What do these findings mean?

  • The results highlight the importance of highly effective blood schizontocidal antimalarial drugs in reducing the overall burden of drug-resistant malaria.

  • The rising proportion of malaria due to P. vivax emphasizes the need for safe and effective drug regimens that clear both the blood and liver stages of P. vivax in malaria elimination efforts in coendemic regions.

Introduction

Prompt and effective treatment of malaria reduces morbidity and limits onward transmission of the Plasmodium parasite [1,2]. Large-scale use of highly efficacious antimalarial treatment regimens has contributed to significant reductions in P. falciparum malaria in many malaria-endemic regions [3,4]. P. vivax is more difficult to cure than P. falciparum because it forms dormant liver stages (hypnozoites) that are intrinsically resistant to standard schizontocidal drugs. Unless patients are treated with an effective drug regimen that clears both the blood and liver stage of the parasite, these hypnozoites can reactivate periodically, causing recurrent blood-stage infections (relapses) and ongoing transmission [5]. Malaria treatment campaigns that do not include radically curative primaquine regimens for patients infected with P. vivax may have only a modest effect on the number of cases of P. vivax malaria and thus are likely to be associated with an increase in the proportion of malaria due to this parasite compared to P. falciparum [68]. When primaquine radical cure is included in national guidelines, it is usually prescribed without prior testing for glucose-6-phosphate dehydrogenase (G6PD) deficiency. To mitigate the risks of drug-induced haemolysis, many countries recommend a 15-mg daily dose administered over 14 days despite evidence showing that 30 mg daily is more effective [9]. When supervised, a 14-day regimen of primaquine can reduce the risk of P. vivax relapse by more than 85% [10,11]; however, in most endemic settings, daily supervision of such a prolonged treatment regimen is not practical [12], and this can result in a significant reduction in primaquine adherence and effectiveness [1315]. In a large-scale observational study of patients with vivax malaria in Papua, Indonesia, the effectiveness of unsupervised primaquine was estimated to be only 10% [16].

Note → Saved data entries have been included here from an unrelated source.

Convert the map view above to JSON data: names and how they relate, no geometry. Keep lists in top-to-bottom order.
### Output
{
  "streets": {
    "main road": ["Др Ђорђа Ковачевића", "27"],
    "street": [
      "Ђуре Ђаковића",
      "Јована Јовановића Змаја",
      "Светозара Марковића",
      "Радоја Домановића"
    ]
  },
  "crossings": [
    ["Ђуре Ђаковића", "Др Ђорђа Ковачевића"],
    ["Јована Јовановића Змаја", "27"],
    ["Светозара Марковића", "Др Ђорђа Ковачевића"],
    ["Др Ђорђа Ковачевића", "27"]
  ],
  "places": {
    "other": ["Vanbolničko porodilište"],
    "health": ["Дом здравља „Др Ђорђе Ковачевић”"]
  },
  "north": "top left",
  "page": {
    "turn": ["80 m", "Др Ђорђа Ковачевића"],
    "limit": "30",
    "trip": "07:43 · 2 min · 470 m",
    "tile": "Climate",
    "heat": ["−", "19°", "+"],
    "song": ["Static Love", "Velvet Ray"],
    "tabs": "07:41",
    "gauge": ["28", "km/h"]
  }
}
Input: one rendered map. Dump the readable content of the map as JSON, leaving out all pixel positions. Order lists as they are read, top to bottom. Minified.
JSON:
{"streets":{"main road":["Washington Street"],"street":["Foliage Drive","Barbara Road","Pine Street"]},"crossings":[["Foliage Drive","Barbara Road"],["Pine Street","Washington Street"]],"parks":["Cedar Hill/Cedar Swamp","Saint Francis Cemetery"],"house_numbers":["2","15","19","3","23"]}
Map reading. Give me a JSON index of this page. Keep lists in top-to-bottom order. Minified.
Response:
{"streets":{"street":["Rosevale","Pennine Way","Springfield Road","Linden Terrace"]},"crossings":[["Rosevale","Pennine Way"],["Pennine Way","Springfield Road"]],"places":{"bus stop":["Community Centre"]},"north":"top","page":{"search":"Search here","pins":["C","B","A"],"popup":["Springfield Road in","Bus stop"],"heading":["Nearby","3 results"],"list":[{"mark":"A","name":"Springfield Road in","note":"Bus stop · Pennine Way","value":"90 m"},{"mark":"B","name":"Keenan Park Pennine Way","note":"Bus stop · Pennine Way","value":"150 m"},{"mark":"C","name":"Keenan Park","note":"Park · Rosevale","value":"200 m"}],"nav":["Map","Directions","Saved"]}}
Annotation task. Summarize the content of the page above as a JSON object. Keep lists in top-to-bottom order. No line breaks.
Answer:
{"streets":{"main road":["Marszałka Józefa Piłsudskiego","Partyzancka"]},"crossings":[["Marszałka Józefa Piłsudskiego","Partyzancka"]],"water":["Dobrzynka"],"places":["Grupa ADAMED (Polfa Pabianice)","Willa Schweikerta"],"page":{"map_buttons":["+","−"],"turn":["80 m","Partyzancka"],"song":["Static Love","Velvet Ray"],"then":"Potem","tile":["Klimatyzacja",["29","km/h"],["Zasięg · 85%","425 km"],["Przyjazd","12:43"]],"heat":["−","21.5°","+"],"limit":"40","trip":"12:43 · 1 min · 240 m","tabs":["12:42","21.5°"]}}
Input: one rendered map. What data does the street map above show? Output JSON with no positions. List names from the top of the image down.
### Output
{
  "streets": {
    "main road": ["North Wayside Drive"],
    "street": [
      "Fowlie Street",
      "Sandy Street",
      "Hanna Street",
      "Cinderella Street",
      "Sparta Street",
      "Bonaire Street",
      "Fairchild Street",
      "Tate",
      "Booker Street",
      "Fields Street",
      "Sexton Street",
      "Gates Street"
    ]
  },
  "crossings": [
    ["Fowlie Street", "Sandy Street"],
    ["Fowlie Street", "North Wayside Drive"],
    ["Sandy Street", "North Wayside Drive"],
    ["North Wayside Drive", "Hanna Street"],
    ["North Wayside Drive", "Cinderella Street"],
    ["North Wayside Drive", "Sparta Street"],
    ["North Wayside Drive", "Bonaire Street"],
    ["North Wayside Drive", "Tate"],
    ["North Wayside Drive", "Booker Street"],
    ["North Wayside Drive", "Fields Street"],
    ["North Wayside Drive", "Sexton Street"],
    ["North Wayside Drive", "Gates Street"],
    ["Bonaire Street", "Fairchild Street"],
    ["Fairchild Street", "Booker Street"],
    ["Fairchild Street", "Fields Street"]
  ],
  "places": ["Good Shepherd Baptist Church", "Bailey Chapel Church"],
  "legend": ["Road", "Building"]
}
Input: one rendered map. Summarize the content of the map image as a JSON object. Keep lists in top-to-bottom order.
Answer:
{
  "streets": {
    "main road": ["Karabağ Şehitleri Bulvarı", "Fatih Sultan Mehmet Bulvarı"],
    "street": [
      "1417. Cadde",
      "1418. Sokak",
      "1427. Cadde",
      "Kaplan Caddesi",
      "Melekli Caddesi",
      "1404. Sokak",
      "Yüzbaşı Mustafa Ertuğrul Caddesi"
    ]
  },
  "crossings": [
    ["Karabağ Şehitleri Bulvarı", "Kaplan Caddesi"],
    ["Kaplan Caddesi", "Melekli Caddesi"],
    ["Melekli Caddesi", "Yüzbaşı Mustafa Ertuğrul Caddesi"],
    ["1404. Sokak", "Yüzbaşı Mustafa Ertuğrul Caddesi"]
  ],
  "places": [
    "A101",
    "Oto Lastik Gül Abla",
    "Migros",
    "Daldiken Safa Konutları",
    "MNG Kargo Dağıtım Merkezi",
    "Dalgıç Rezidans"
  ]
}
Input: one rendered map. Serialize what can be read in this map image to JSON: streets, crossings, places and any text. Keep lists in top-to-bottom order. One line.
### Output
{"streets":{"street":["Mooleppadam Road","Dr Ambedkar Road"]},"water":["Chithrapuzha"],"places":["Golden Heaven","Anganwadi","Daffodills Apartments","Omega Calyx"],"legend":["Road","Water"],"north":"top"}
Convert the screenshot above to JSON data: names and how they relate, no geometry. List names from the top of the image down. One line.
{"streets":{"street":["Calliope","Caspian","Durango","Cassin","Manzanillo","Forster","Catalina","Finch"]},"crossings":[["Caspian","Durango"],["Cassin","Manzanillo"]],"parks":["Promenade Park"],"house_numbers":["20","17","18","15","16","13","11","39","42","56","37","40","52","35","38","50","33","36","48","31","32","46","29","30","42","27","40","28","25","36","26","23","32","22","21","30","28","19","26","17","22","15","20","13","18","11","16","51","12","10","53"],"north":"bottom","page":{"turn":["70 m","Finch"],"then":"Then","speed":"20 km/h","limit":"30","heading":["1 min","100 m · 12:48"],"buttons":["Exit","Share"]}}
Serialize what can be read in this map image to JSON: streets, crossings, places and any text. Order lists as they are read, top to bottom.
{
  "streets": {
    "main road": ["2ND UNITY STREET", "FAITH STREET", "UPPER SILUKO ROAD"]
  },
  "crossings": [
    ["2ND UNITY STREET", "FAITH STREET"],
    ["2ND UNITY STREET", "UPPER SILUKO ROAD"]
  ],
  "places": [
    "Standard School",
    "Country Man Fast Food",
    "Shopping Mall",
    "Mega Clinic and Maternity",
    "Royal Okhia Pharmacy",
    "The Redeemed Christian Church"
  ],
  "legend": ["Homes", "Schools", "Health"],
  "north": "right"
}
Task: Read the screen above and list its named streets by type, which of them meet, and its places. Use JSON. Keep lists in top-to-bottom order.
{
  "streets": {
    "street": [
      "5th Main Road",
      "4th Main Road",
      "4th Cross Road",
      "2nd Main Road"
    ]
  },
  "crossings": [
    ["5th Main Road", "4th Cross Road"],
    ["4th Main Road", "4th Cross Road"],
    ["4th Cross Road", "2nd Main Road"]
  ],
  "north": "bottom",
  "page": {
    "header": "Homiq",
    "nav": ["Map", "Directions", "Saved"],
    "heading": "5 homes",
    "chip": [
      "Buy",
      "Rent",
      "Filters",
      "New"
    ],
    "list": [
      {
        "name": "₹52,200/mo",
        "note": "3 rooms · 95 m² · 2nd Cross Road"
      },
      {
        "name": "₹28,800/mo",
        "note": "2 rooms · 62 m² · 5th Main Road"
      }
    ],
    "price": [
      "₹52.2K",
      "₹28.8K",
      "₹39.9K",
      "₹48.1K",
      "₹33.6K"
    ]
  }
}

Malaria endemicity in Papua, Indonesia, varies from hypo- to hyperendemic for P. falciparum and P. vivax [17]. In the early 2000s, clinical trials and ex vivo drug-susceptibility testing demonstrated high-grade resistance to chloroquine and sulphadoxine + pyrimethamine in endemic P. falciparum strains and chloroquine resistance in P. vivax strains [1820]. Frequent, recurrent parasitaemia is more likely in the setting of high-grade drug resistance and is associated with a cumulative risk of chronic anaemia, severe malaria, and mortality [21,22]. Therefore, in March 2006, Indonesian national antimalarial treatment guidelines were changed to an artemisinin combination therapy (ACT) (dihydroartemisinin plus piperaquine [DP]) for uncomplicated malaria due to any Plasmodium species and intravenous (IV) artesunate for severe malaria. At the same time, policy for the use of primaquine in patients with P. vivax infections was changed from a total dose of 3.5 mg/kg over 14 days to a higher dose of 7 mg/kg over 14 days. Information regarding the treatment changes was distributed widely via health professionals and community leaders. In Mimika District, located in southern Papua Province, hospital and community surveillance systems were put into place prior to the policy change to allow an assessment of the subsequent changes in malaria-attributable morbidity and mortality due to either P. falciparum or P. vivax. Previous analyses from the same location have quantified the burden of malaria in the hospital, the epidemiology of malaria in the community, and local treatment-seeking behaviour [17,22,23]. The current analysis used routinely collected surveillance data collected over a 9-year period (2004 to 2013) to investigate the temporal trends in malaria morbidity and mortality before and after the change in antimalarial treatment policy and the relative impact of this intervention on the burden of P. falciparum compared with P. vivax.

Methods

Study site

The geography, climate, and demographics of Mimika District and its capital, Timika, have been described previously [17,22]. Briefly, Mimika District lies in south central Papua, eastern Indonesia, and covers an area of 21,522 km2; it has 12 subdistricts and 85 villages (Fig 1). The region has fragmented forest ranging from extensive coastal lowlands to high mountainous environments. Timika has a growing population of native Papuans and Indonesian migrants, estimated to be 120,457 in 2004 and increasing to 196,401 in 2013 [24].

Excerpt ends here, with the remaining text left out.